Code Sharing Is Associated with Research Impact in Image Processing
Citation: Patrick Vandewalle (2012/07) Code Sharing Is Associated with Research Impact in Image Processing. Computing in Science & Engineering (RSS)
DOI (original publisher): 10.1109/MCSE.2012.63
Semantic Scholar (metadata): 10.1109/MCSE.2012.63
Sci-Hub (fulltext): 10.1109/MCSE.2012.63
Internet Archive Scholar (search for fulltext): Code Sharing Is Associated with Research Impact in Image Processing
Tagged: Computer Science (RSS) academic software (RSS)
As the title reads, the author found that code sharing correlates with research impact in their field by sampling papers from mainstream journals in the mid-2000s.
- Most papers in signal processing do not release source code. This makes it hard to reproduce.
- It is widely agreed upon that this _shouldn't_ be the case (according to the author's), but it is.
- Academics have little explicit incentive to release their source code.
- There are implicit incentives: notoriety through downloads, feedback from users, ease of collaboration, usage by other researchers, and citations.
- Thesis: correlation between releasing code and citations.
- Causality can be determined by a "controlled experiment" which is left as future work.

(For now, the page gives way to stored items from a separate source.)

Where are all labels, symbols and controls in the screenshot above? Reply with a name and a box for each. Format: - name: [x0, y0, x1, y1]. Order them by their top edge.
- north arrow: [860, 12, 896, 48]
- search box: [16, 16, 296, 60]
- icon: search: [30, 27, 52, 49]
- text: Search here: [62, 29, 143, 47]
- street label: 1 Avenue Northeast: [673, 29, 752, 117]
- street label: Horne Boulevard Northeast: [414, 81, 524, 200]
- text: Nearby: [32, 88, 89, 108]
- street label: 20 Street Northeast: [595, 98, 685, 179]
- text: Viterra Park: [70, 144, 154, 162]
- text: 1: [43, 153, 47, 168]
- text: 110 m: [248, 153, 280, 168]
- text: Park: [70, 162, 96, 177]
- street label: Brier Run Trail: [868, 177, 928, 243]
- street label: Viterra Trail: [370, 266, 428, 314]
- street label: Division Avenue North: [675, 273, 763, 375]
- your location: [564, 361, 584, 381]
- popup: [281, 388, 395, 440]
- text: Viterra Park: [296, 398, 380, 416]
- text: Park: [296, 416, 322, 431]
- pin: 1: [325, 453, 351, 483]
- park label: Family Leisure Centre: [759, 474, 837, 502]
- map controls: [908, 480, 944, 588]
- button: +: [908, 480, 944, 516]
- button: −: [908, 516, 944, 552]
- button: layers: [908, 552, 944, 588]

- Releasing source code is neither necessary nor sufficient for reproducibility. Open source can be unreproducible if it depends on the system; reproducible work which does not require code or describes it very carefully does not to release code.
- But they are correlated.
- See also:
- Peace research: N.P. Gleditsch and H. Strand, “Posting Your Data: Will You Be Scooped or Will You Be Famous?” Int’l Studies Perspectives, vol. 4, no. 1, 2003, pp. 89–97.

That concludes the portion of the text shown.